Making CRC calculations in Mojo 18x faster than Python and 3x slower than Python

molenzwiebel · 2024-10-06T12:40:21 1728218421

For those that thought the process of speeding up CRC was interesting, I strongly recommend reading [1]. It describes a step by step process on how a naive CRC implementation might be improved, until finally arriving at an implementation in assembly with a staggering throughput of 62 processed bits (almost 8 bytes) per CPU cycle. Yes, you read that right.

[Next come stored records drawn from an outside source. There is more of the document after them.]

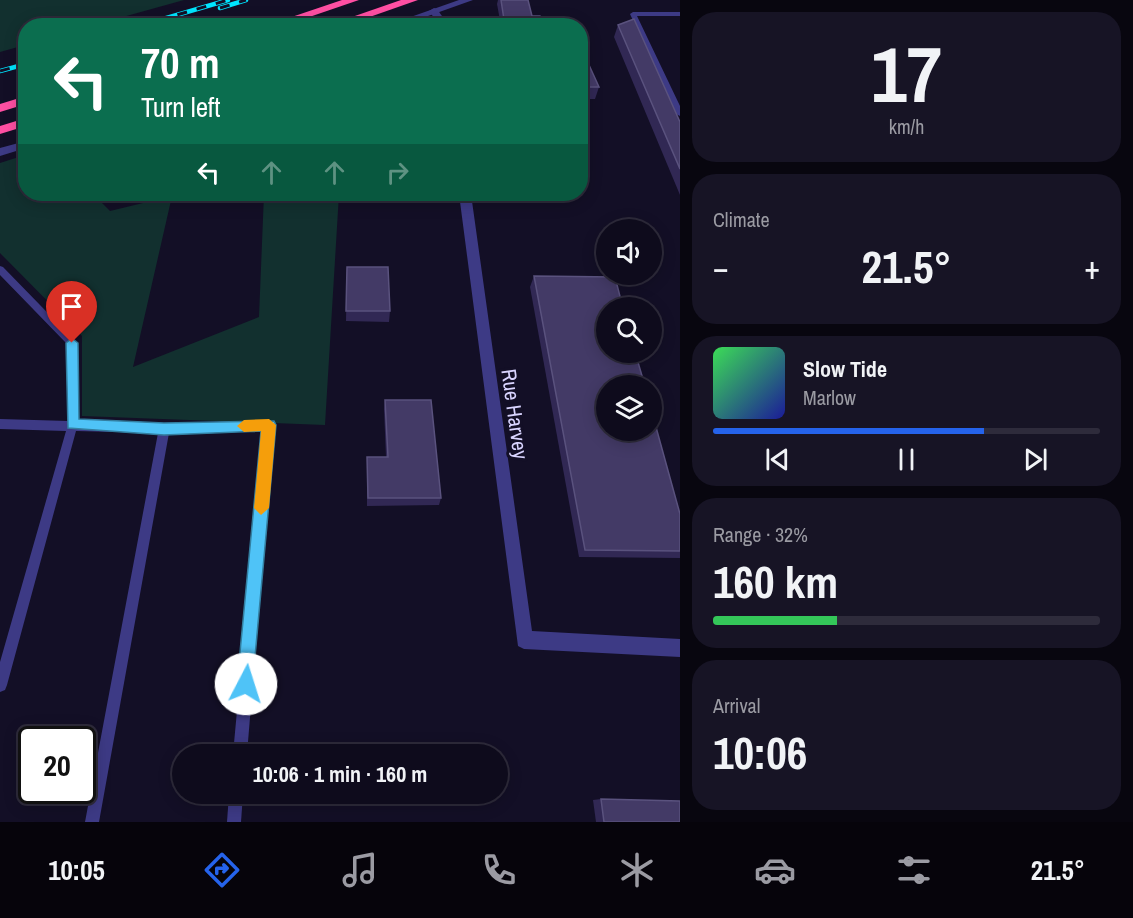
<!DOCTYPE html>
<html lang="en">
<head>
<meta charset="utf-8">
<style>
  body { margin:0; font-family:"Archivo Narrow",sans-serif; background:#171425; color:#f1f3f6; height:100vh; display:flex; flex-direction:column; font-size:22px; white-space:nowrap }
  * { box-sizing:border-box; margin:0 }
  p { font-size:20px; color:#9b9ba3 }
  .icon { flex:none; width:33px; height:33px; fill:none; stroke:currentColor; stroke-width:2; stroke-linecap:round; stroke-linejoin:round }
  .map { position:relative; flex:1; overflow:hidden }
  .details { display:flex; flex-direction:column; gap:12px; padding:12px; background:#08060f; width:453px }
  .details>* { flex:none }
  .banner { position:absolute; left:18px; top:18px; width:570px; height:183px; border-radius:24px; box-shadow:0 3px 15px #0003,0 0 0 2px #2e2b3b; background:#0b6e4f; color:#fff; overflow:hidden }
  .tools { position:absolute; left:596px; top:219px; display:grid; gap:12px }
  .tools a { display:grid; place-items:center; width:66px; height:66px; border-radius:50%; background:#0e0b1c; box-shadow:0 3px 15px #0003,0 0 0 2px #2e2b3b; font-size:30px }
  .speed { position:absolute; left:18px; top:726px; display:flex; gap:12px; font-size:30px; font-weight:700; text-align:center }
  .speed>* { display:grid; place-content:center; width:78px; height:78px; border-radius:50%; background:#0e0b1c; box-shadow:0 3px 15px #0003,0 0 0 2px #2e2b3b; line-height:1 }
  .speed .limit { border:3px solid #111; border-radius:9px; background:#fff; color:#111 }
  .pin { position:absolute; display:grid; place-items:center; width:51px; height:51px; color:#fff; margin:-62px -26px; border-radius:50% 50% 50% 0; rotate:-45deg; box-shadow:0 0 6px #0007 }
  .pin .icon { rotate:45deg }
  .me { position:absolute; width:66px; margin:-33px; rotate:5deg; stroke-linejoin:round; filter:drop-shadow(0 0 4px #0008) }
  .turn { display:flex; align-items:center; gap:21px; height:126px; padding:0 24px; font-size:27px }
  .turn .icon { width:78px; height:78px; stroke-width:2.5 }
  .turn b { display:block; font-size:42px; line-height:51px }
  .lanes { display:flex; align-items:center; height:57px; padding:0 24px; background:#0003; justify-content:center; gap:30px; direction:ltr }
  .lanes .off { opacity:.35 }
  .big { font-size:45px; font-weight:700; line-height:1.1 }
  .details .tile { flex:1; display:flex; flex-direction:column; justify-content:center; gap:9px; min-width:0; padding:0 21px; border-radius:24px; background:#171425 }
  .details .dial { align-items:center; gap:0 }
  .dial b { font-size:78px; line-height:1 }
  .song { display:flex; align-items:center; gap:18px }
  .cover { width:72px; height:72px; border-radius:9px; background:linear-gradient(135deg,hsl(130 70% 55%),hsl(240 70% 35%)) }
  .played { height:6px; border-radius:3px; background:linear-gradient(90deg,#2563eb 70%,#2e2b3b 70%) }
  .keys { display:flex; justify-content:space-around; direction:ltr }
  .heat { display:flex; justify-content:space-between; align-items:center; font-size:33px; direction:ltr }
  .charge { height:9px; border-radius:4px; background:linear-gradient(90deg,#34c759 32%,#2e2b3b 0) }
  .trip { position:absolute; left:172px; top:744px; width:336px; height:60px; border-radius:30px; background:#0e0b1c; box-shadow:0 3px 15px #0003,0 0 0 2px #2e2b3b; font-weight:700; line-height:60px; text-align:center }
  .dock { display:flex; height:96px; justify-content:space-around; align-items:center; background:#06040b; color:#9b9ba3 }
  .dock .icon { width:42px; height:42px }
  .dock .current { color:#2563eb }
  .dock b { font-size:27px; color:#f1f3f6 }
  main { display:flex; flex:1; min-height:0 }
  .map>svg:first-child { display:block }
  .green { fill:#12302f }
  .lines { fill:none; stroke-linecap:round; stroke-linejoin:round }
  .service { fill:#3d3a85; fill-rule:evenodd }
  .minor { fill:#3d3a85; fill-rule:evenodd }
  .tertiary { fill:#3d3a85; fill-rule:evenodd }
  .motorway { fill:#ff4fa3; fill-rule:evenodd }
  .rail-casing { stroke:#00e5ff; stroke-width:4.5 }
  .rail { stroke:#130f26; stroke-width:3; stroke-dasharray:10; stroke-linecap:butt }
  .wall { fill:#312854 }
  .building { fill:#433a66; stroke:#5a527e; stroke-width:1.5 }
  .route { fill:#4fc3f7; stroke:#337fa1; stroke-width:1.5 }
  .slow { fill:#f59e0b }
  .labels { text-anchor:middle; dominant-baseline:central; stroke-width:6; stroke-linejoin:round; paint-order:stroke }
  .street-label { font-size:21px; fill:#d9d4ff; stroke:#130f26 }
</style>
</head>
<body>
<main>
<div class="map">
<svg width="680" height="822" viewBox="0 0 680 822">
  <rect width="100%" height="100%" fill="#130f26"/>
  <g class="green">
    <polygon points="0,0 184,0 94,25 26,26 25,45 0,52"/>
    <polygon points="25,155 26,194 93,194 110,211 172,196 133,367 259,317 264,194 339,194 325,425 82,416 82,336 0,253 0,163"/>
  </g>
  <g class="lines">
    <g class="service">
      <polygon points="680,12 680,16 637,16 680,106 680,116 676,114 630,14 633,12"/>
      <polygon points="0,266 3,267 77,343 78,422 164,424 269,420 273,422 274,425 247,754 233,754 263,430 169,433 99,822 85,822 158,433 76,431 7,685 5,690 0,692 0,662 66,431 0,429 0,419 68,421 67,344 0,275"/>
      <polygon points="229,794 243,794 241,822 227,822"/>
    </g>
    <g class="minor">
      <polygon points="434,8 437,9 449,26 440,26 429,11"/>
      <polygon points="459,194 471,194 532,631 680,639 680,657 524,649 518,646"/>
    </g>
    <g class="tertiary">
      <polygon points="459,0 473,0 400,26 385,26"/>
      <polygon points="26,141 26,148 0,156 0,148"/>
    </g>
    <g class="motorway">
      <polygon points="342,0 359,0 283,26 265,26"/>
      <polygon points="401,0 418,0 344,26 326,26"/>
      <polygon points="26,96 26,104 0,112 0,104"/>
      <polygon points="26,118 26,126 0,134 0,126"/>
    </g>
    <g class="rail-casing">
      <g id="rail">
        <polyline points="220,8 246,0"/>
        <polyline points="139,26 228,0"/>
        <polyline points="0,71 26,64"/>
      </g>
    </g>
    <use href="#rail" class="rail"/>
  </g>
  <g class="wall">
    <polygon points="498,0 528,0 532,16 543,26 501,26 497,4"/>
    <polygon points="618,25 680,122 680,195 614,37"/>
    <polygon points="580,54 599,87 595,99 580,99"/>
    <polygon points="580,103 586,116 582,127 580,127"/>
    <polygon points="347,267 390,311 389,322 346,321"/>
    <polygon points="534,276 680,514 680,558 579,557 530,287"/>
    <polygon points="385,400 441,498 439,505 367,506 367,457 386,457 384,409"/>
    <polygon points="601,799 680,822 596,822 593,800"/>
  </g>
  <g class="building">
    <polygon points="501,0 528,0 532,16 540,16 543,26 505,26"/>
    <polygon points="634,19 680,122 680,169 618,25"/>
    <polygon points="580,54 584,54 599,87 580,87"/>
    <polygon points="580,103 586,116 580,116"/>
    <polygon points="347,267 388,267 390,311 346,311"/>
    <polygon points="534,276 615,277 623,308 606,308 606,352 635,352 645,386 606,386 606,430 651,430 651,409 680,514 680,551 585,550"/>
    <polygon points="385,400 431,400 441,498 368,498 367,457 388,457"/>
    <polygon points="601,799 680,801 680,822 604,822"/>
  </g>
  <polygon class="route" points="72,338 78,343 79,419 164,423 274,421 276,425 252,690 246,693 240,690 237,684 261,431 164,435 68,428 66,343"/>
  <polygon class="slow" points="269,419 276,425 269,508 261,515 254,508 261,431 244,432 237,426 244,420"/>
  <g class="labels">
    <g class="street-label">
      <text transform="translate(515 414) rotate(82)">Rue Harvey</text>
    </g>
  </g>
</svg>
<div class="tools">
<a><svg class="icon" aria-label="sound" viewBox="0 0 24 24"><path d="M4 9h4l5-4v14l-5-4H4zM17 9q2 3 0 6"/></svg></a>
<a><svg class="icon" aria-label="search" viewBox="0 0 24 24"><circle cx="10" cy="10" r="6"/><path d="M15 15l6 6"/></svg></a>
<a><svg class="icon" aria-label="layers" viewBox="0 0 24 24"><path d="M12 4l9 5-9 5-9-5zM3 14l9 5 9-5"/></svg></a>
</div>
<div class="speed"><div class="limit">20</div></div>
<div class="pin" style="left:72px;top:343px;background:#d93025"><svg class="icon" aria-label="arrive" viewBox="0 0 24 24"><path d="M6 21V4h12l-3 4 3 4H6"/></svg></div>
<svg class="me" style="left:246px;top:684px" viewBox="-20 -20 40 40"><circle r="19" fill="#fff"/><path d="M0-13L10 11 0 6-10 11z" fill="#4fc3f7"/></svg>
<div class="trip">10:06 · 1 min · 160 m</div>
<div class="banner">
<div class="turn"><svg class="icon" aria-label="left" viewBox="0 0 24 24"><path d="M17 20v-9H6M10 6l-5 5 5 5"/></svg><div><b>70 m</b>Turn left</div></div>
<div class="lanes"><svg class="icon" aria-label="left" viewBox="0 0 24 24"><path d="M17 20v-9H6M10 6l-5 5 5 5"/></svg><svg class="icon off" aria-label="ahead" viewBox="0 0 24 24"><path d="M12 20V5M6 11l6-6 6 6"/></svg><svg class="icon off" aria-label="ahead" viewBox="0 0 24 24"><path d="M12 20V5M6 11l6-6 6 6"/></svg><svg class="icon off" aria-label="right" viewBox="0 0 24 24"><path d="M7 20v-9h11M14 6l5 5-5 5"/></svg></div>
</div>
</div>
<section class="details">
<div class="tile dial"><b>17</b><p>km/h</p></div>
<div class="tile"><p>Climate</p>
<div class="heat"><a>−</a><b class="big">21.5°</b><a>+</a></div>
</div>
<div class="tile">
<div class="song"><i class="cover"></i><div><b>Slow Tide</b><p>Marlow</p></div></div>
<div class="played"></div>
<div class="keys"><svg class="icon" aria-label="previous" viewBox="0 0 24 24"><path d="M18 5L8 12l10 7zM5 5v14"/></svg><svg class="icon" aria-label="pause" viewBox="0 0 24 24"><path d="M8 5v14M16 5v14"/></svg><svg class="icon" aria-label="next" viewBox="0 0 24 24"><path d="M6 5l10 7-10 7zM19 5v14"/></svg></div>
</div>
<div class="tile"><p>Range · 32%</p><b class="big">160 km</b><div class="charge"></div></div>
<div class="tile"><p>Arrival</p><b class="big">10:06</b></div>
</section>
</main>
<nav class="dock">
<b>10:05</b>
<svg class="icon current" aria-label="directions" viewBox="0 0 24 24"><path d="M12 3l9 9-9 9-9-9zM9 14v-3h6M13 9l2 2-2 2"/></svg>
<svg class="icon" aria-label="music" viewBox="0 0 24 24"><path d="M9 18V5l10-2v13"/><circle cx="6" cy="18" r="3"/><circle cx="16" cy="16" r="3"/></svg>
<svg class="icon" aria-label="phone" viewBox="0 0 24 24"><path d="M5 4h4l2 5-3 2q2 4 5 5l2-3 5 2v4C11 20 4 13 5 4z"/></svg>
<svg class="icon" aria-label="climate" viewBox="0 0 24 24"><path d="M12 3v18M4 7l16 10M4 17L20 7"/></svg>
<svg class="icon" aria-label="car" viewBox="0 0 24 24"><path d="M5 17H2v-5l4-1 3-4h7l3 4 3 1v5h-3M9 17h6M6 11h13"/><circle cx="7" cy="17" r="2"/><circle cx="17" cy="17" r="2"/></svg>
<svg class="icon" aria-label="filters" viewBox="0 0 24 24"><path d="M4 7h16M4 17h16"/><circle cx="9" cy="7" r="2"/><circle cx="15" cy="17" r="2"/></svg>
<b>21.5°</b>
</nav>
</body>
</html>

[1]: https://github.com/komrad36/CRC

fnands · 2024-10-06T12:51:06 1728219066

Yup, it's a fantastic read. I based most of my post off it (I clearly mention so) and it's worth it to read at least the first part of it before reading my post.

jorams · 2024-10-06T13:29:47 1728221387

For what it's worth, it appears the paper "Everything we know about CRC but afraid to forget" was originally published as part of the release of crcutil on Google Code[1]. This is a hg repository with one commit that includes the paper, the source of the paper, and an implementation.

[1]: https://code.google.com/archive/p/crcutil/

fnands · 2024-10-06T16:05:20 1728230720

Thanks! I'll add it to the post.

onethumb · 2024-10-06T20:36:55 1728247015

FYI, I forked and improved [1] a Rust implementation that supports both table- and SIMD-accelerated CRC-64/NVME [2] calculations. The SIMD-accelerated (x86/x86_64 and aarch64) version delivers 10X over the table (16-bytes at a time) implementation.

The original implementation [3] did the same thing but for CRC-64/XZ [4].

[1]: https://github.com/awesomized/crc64fast-nvme

[2]: https://reveng.sourceforge.io/crc-catalogue/all.htm#crc.cat....

[3]: https://github.com/tikv/crc64fast

[4]: https://reveng.sourceforge.io/crc-catalogue/all.htm#crc.cat....

Genbox · 2024-10-06T20:43:14 1728247394

How does it compare to the built-in CRC32 instruction? [1]

[1] https://www.intel.com/content/www/us/en/docs/ipp/developer-g...

onethumb · 2024-10-06T22:18:36 1728253116

This is computing CRC-64, not CRC-32, so there's not really a comparison. But perhaps most importantly, ours works with a variety of polynomials (there are a lot! [1])... we're just using the NVME one, but it's trivially adaptable to most (all?) of them. (The Intel instruction you link to only works with two - CRC32 and CRC32C)

Finally, it's based on Intel's paper [2], so they also believe it's extremely fast. :)

[1]: https://reveng.sourceforge.io/crc-catalogue/all.htm

[2]: https://web.archive.org/web/20131224125630/https://www.intel...

adsharma · 2024-10-06T15:15:18 1728227718

https://github.com/py2many/py2many/pull/653

Transpiling the python version in the blog to mojo gives me a 4x speedup.

Had to hand edit a couple of things:

    - List to bytearray conversion is not working yet
    - Can't iterate over SIMD. So a "for x in list" loop has to be rewritten as a range based loop.

With a bit more work, the manual edits won't be necessary.

adsharma · 2024-10-06T15:20:48 1728228048

Generated code: https://gist.github.com/adsharma/22ec18664ce4a59750b78fddc58...

Edited code: https://gist.github.com/adsharma/72516d8333a25fd8e350472568d...

fnands · 2024-10-06T16:04:35 1728230675

Oh! Cool project!

You mean 4x speedup over Python?

adsharma · 2024-10-06T16:14:57 1728231297

Yes. Details in the pull request linked above

bsaul · 2024-10-06T13:00:46 1728219646

How is mojo doing ? Has it made its way as a niche language in some places ?

fnands · 2024-10-06T16:03:12 1728230592

It's coming along. I don't think anyone is using it for anything serious yet, but it is starting to feel like a real language.

My guess is that it will start being used as a library language (i.e. have libraries written in Mojo being called from Python) before it really gets going as its own thing.

khimaros · 2024-10-06T14:54:29 1728226469

and is it still closed source?

fnands · 2024-10-06T15:56:54 1728230214

Yup, language is still closed, stdlib is open.

chrislattner · 2024-10-06T17:18:07 1728235087

Great post @fnands!

fnands · 2024-10-07T07:15:27 1728285327

Thanks Chris!

It has been about a year since I started playing around with Mojo and it's impressive how far it (and the community) has come!